I giudici di merito avevano verificato modalità, tempi e persone che avevano installato l’apparecchiatura, il suo funzionamento, la installazione al suo interno di tutti i componenti necessari per la raccolta e la memorizzazione dei dati, ma non avevano rilevato, né accertato, la presenza di elementi da cui dedurre la inidoneità dell’apparecchiatura stessa a creare la situazione di pericolo sanzionata dalla legge.
Pertanto, non erano stati svolti accertamenti specifici al fine di appurare la concreta idoneità delle apparecchiature installate dal ricorrente nello sportello Postamat a captare i codici Pin dei clienti.
Ed invero (e qui la Corte di Appello è incorsa in errore degno di censura) se non è necessario accertare l’effettiva raccolta e memorizzazione dei dati ai fini della configurabilità della fattispecie di cui all’art. 617 quinquies c.p., è invece imprescindibile appurare preliminarmente la idoneità degli strumenti alla captazione dei dati, ossia la loro idoneità ad eludere la possibilità di percezione della captazione da parte degli utenti.
Di tale accertamento non si dà in alcun modo conto nella sentenza impugnata, motivo per quale la Suprema Corte ha ritenuto di accogliere il ricorso ed annullare la sentenza impugnata con rinvio per nuovo esame.
3. Conclusioni
Allo stato, dunque, l’apparecchio denominato “Skimmer”, ossia quel particolare tipo di apparecchio che viene collegato abusivamente agli sportelli bancari automatici al fine di copiare in maniera fraudolenta i dati contenuti nella banda magnetica di schede bancomat e carte di credito, non è risultato idoneo, per mancanza di accertamenti sul punto, a riprendere i codici Pin dei clienti.
Alla luce di tale evenienze processuali al momento non è stato possibile accertare se l’utilizzo di tale apparecchio “Skimmer” può configurare una ipotesi di configurabilità della fattispecie delittuosa di cui all’art. 617 quinquies c.p.
Per questo motivo la Corte di Cassazione, ha annullato con rinvio la sentenza impugnata ravvisando un vizio di motivazione circa la idoneità tecnica della apparecchiatura installata presso il Postamat in questione e ha disposto un rinvio per nuovo esame inviando gli atti, come prescrive il codice, ad altra sezione della Corte di Appello di Roma.

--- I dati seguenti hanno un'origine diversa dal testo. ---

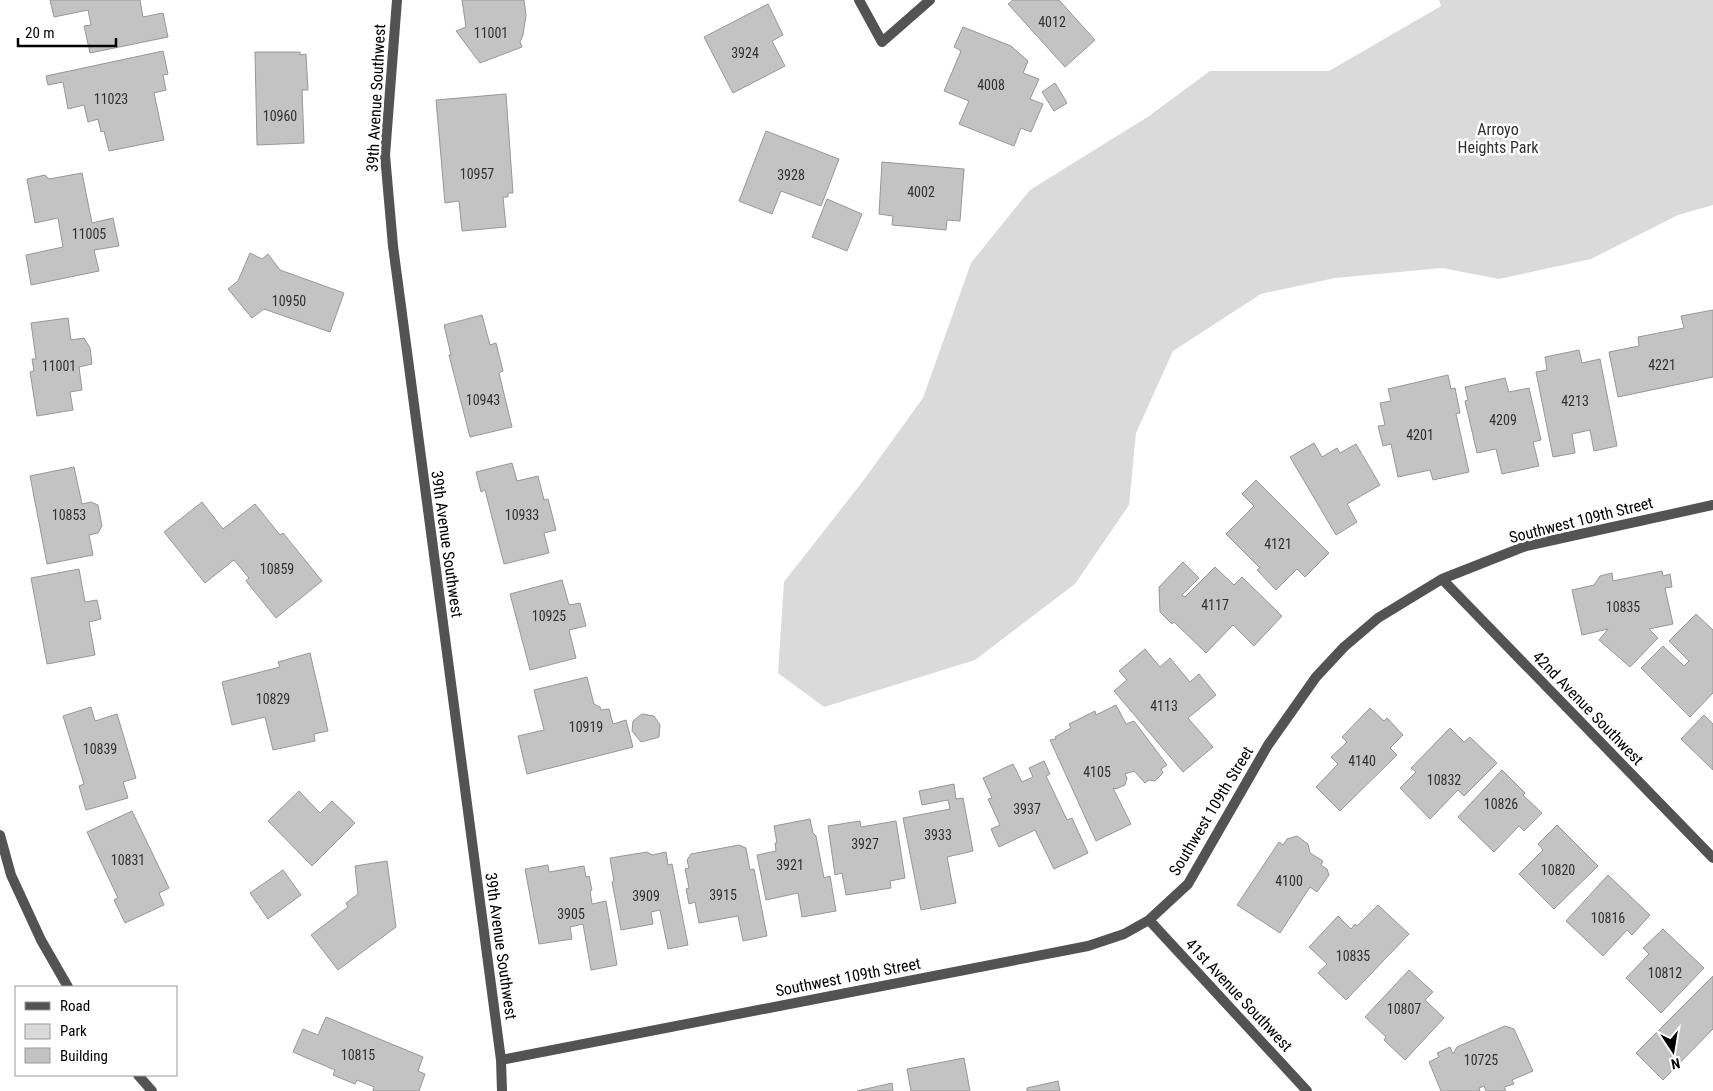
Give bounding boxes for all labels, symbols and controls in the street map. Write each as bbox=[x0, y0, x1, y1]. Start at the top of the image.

La sentenza, non solo applica correttamente i principi di diritto in ordine alla formazione specifica della prova penale a carico dell’imputato, ma suggerisce, ancora una volta, la necessità nel processo penale dia accertamenti tecnici specifici al fine di acquisire dati essenziali per la regiudicanda penale, dati che non possono essere acquisiti se non avvalendosi di professionisti tecnici specialisti del singolo settore.